TALTangerine Lattice · v2.0-α
Inputs

Datasets

A dataset is a collection of records ingested into TAL. Each record has numeric fields, categorical fields, and optional hints. TAL fingerprints the dataset deterministically on ingest — the same records always produce the same fingerprint, regardless of upload order.

Record schema

{
  "id"?:                string,         // optional — derived deterministically if omitted
  "numericFields":      { [k: string]: number },
  "categoricalFields":  { [k: string]: string },
  "hints"?:             string[],       // optional categorization hints
  "sourceTrace"?:       {
    "origin":           "upload" | "api" | "sample" | "sync",
    "originRef"?:       string,         // filename / endpoint / sync source
    "rowIndex"?:        number
  }
}

Sample datasets

Six canonical demos ship with TAL. Use them to exercise the engine without bringing your own data.

landscaping18 rows

18 records, 3 numeric fields (revenue, jobs, leads), 2 categorical (region, service).
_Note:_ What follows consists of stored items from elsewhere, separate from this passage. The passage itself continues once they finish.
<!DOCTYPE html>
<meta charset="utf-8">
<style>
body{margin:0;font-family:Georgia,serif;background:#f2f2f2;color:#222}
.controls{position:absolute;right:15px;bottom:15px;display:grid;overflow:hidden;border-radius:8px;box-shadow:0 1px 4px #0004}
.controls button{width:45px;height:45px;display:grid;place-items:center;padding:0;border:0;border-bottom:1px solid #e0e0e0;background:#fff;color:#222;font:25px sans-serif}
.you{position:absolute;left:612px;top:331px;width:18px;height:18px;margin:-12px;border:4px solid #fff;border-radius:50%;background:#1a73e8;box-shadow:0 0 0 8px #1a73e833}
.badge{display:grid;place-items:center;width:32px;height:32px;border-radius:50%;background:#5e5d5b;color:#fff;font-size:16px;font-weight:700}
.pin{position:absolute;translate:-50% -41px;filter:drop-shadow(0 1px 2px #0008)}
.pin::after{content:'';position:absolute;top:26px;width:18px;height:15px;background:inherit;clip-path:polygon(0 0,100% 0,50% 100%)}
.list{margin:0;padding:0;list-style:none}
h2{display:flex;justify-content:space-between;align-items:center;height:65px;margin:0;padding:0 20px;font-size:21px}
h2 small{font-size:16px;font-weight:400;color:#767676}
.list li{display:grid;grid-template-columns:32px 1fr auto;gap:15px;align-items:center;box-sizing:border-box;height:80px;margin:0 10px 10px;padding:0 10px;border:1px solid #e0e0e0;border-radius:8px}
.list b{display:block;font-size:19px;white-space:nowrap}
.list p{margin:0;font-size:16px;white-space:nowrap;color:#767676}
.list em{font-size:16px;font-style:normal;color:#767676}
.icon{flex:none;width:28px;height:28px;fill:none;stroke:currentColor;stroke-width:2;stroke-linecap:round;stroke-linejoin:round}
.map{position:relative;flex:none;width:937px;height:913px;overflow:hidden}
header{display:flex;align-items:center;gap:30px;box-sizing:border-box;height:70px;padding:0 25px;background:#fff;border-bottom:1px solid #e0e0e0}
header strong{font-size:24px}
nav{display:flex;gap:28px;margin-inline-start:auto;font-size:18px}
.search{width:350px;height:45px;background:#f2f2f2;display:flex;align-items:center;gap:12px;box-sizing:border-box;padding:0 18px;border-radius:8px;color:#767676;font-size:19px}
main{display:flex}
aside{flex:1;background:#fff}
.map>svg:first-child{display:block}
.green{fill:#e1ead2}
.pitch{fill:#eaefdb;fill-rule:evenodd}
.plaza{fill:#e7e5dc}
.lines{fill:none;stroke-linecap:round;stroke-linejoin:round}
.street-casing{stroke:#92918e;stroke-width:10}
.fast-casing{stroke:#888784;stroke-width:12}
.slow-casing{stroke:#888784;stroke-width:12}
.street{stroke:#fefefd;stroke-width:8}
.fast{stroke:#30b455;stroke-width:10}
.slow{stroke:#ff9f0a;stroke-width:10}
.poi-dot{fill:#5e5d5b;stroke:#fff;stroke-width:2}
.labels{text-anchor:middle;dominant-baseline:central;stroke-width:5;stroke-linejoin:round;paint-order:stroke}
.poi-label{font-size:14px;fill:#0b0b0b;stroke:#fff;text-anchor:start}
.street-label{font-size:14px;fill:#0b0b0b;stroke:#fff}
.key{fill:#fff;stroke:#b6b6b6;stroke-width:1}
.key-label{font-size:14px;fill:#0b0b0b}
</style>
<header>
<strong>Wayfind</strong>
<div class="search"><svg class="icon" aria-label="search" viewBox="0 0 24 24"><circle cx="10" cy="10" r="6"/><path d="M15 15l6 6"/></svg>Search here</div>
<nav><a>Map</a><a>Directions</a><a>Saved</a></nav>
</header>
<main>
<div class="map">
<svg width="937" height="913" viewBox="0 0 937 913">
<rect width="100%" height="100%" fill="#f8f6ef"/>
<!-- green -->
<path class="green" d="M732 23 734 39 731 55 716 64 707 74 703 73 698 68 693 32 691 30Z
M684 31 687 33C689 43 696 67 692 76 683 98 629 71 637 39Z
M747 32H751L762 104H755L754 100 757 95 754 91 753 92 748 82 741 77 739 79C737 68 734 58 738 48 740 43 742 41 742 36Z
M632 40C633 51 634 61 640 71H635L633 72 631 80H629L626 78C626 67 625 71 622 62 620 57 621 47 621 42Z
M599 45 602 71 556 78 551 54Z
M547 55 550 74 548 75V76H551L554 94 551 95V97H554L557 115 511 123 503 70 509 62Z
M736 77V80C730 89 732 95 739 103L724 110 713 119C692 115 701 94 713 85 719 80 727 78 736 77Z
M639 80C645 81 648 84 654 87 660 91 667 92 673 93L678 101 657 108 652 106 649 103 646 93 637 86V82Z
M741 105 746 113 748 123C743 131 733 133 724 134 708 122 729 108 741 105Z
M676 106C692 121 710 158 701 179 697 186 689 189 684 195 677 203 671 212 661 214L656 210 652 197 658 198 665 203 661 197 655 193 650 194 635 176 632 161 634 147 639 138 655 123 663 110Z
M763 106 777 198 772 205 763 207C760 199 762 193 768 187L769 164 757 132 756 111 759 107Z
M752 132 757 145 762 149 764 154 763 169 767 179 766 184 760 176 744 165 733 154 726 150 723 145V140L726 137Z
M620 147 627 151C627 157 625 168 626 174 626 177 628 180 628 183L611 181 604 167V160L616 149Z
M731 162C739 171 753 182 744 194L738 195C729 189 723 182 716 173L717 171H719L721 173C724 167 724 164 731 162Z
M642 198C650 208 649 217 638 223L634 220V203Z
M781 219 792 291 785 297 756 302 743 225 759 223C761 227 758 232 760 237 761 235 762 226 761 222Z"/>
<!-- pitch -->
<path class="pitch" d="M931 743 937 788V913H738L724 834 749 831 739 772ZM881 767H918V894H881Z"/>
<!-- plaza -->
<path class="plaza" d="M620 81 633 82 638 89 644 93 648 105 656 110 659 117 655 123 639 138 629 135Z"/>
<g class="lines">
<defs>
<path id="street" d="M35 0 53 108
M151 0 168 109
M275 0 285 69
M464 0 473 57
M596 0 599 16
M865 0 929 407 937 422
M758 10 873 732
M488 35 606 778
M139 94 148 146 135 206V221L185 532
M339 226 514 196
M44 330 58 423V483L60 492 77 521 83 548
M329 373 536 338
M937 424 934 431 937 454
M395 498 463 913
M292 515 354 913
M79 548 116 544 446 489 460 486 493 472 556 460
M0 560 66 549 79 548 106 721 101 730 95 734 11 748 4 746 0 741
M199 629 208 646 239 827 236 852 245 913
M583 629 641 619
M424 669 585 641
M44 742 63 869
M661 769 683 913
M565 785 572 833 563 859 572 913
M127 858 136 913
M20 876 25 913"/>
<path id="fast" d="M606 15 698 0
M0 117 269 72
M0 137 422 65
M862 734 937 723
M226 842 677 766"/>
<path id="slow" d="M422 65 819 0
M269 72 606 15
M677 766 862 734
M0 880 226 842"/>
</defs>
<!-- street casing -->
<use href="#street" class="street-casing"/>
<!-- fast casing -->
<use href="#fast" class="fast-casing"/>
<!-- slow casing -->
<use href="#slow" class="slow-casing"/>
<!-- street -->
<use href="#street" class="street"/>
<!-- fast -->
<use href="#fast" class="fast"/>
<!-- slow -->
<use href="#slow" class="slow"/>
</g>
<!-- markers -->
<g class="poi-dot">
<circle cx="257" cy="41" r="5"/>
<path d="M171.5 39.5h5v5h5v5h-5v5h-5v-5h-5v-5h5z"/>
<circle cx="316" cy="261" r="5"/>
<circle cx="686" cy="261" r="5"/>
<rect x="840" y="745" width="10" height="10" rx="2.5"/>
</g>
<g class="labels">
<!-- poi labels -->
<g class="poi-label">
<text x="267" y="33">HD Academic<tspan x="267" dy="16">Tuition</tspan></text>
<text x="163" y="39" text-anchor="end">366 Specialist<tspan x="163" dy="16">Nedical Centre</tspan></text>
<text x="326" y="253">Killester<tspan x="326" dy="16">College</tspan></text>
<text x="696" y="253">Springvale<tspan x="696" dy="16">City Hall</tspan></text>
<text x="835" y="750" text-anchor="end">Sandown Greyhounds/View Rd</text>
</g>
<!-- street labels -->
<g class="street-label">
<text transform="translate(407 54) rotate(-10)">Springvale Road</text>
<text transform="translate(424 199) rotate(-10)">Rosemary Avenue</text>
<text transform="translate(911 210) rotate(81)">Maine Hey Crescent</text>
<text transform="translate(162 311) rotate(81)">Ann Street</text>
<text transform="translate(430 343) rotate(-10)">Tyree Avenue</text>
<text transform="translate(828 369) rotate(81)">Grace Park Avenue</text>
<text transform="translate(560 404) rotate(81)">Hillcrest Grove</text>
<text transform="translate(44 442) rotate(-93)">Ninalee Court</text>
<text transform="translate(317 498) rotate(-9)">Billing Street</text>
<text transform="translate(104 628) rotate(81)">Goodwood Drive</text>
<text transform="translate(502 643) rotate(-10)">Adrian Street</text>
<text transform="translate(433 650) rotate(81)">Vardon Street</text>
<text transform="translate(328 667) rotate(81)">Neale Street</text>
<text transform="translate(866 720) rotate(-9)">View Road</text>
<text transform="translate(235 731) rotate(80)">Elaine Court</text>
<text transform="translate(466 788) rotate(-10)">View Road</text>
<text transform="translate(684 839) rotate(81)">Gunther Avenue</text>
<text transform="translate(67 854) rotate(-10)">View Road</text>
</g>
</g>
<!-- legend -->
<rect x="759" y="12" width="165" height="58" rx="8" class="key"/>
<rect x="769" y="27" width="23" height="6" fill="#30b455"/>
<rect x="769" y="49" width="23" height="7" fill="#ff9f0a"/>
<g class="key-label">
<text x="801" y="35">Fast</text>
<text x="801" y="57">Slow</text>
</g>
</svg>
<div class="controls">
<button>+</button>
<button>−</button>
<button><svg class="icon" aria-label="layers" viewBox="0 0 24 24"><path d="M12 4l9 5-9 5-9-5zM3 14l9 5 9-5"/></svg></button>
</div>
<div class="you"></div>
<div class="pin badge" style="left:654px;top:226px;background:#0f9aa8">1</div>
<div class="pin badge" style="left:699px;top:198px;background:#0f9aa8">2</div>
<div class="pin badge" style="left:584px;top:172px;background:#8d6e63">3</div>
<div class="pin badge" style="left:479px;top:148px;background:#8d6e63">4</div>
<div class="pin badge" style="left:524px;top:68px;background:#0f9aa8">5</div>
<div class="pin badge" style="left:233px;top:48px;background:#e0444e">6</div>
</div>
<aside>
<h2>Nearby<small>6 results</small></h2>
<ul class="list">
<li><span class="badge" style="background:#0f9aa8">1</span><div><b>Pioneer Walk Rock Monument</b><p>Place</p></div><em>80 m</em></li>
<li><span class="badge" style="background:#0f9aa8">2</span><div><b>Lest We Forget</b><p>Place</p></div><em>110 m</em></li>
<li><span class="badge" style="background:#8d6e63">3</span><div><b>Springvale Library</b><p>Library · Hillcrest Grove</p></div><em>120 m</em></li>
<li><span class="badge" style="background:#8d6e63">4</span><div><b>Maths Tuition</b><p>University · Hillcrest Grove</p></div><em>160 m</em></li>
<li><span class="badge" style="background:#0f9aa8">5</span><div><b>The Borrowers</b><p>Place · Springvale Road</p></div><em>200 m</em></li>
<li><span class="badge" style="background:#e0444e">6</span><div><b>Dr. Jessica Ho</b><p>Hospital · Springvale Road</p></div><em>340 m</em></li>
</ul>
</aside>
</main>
The canonical worked example.

3 numeric2 categorical
ecommerce1,024 rows

Synthetic D2C orders with revenue, units, AOV, discount %, channel, region.

6 numeric3 categorical
saas512 rows

Monthly account metrics: MRR, seats, support tickets, churn risk score, plan tier.

5 numeric2 categorical
restaurant365 rows

Daily covers, average ticket, wait time, table turn, day-of-week, weather bucket.

4 numeric3 categorical
agency256 rows

Client engagement: hours billed, retainer size, project stage, NPS, vertical.

4 numeric2 categorical
fitness480 rows

Member activity: visits, class signups, plan tier, churn flag, acquisition source.

4 numeric3 categorical

Dataset lifecycle

  1. 01   Upload or POST records to /api/v2/datasets. TAL canonicalizes and fingerprints.
  2. 02   Attach one or more hierarchy trees. The same records can be projected through multiple trees (MHC).
  3. 03   Run an analysis. TAL emits findings with per-result confidence and provenance.
  4. 04   Re-run any audit-logged job via verify — output must be byte-identical.